I seem to be having a bit of a directional wobble this morning.
I re-read the Cornerstones critique of the novel that I’ve been working on to see how I was progressing on the plot fixes, before I launch into the rest of the edit.
Unfortunately, I now realise that I have missed one of the major things that needs to be addressed. My main character doesn’t have a goal. The reader doesn’t experience any underlying tension, because they don’t know where the story is heading.
The reason for this is because I wrote the story before I knew the ‘rules’. Before I fully understood what drives a story forward. In the past, I avoided writing magazines, and ‘How to…’ books, as I thought that they would influence the way I wrote, and then it would no longer be my work, but someone else’s work with my ideas veneered on top. The last six months have been a real eye opener, and I have wasted so much time.

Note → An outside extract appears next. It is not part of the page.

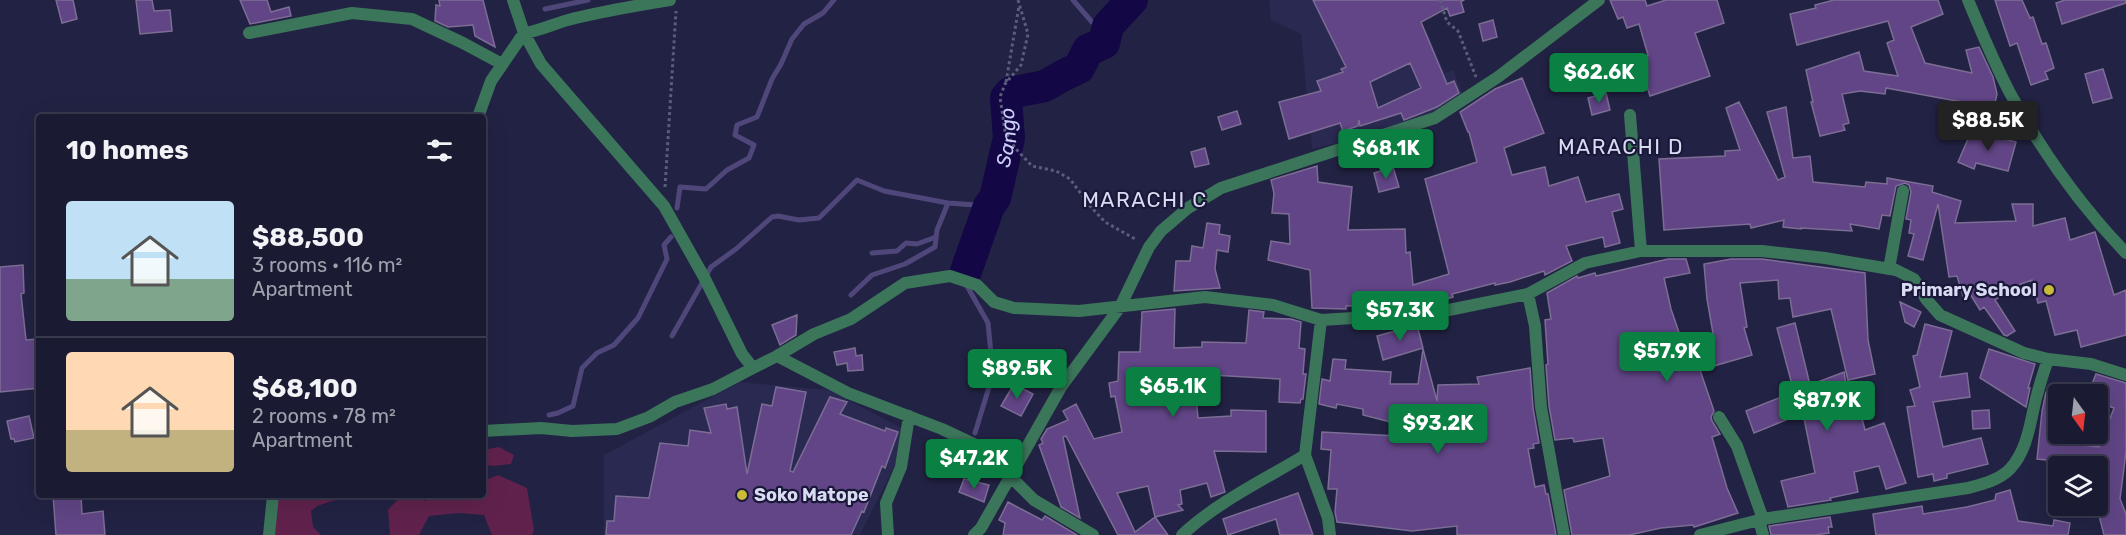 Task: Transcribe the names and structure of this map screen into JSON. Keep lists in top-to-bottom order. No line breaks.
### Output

The critique, and the editing process so far has taught me a lot, and I now wonder whether I would have written the book differently if I’d known what I know now.
The thing’s that making me wobble is: What do I do now?

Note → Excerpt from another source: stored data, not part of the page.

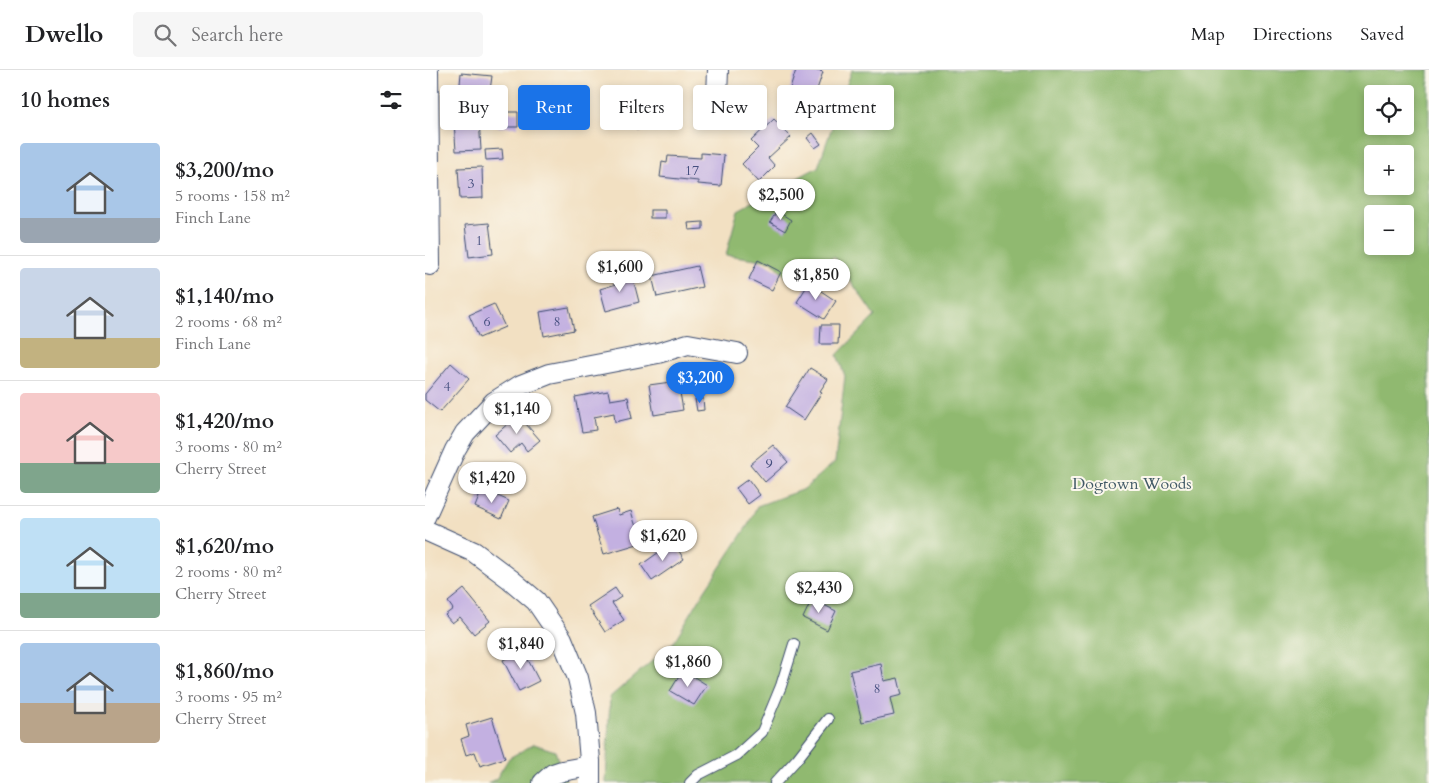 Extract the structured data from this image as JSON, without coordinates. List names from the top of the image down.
{
  "parks": ["Dogtown Woods"],
  "house_numbers": [
    "17",
    "3",
    "1",
    "6",
    "8",
    "4",
    "9",
    "8"
  ],
  "page": {
    "header": "Dwello",
    "search": "Search here",
    "nav": ["Map", "Directions", "Saved"],
    "heading": "10 homes",
    "map_buttons": ["+", "−"],
    "chip": [
      "Buy",
      "Rent",
      "Filters",
      "New",
      "Apartment"
    ],
    "list": [
      {
        "name": "$3,200/mo",
        "note": "5 rooms · 158 m² · Finch Lane"
      },
      {
        "name": "$1,140/mo",
        "note": "2 rooms · 68 m² · Finch Lane"
      },
      {
        "name": "$1,420/mo",
        "note": "3 rooms · 80 m² · Cherry Street"
      },
      {
        "name": "$1,620/mo",
        "note": "2 rooms · 80 m² · Cherry Street"
      },
      {
        "name": "$1,860/mo",
        "note": "3 rooms · 95 m² · Cherry Street"
      }
    ],
    "price": [
      "$2,500",
      "$1,600",
      "$1,850",
      "$3,200",
      "$1,140",
      "$1,420",
      "$1,620",
      "$2,430",
      "$1,840",
      "$1,860"
    ]
  }
}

Do I have another hack at the plot, and try to shoe horn in a goal? At the moment, no clear path on how to do this has presented itself to me.
Do I take the idea of the book, draft out a new stronger plot, and start writing from scratch? This time, making sure that it’s a lot stronger than it would be if I poked around with the existing plot?
Or, should I give this one up as a learning experience, put it on the shelf for a later date and focus my attentions on the new book that I’m writing, that is incorporating all that I’ve learnt so far?
The problem is not that I don’t believe in my ability to produce something that’s publishable, it’s more a case of knowing how much I’ve already poured into the book, and the amount of work ahead to either bring the book up to the next level, or re-writing it from scratch, is very overwhelming.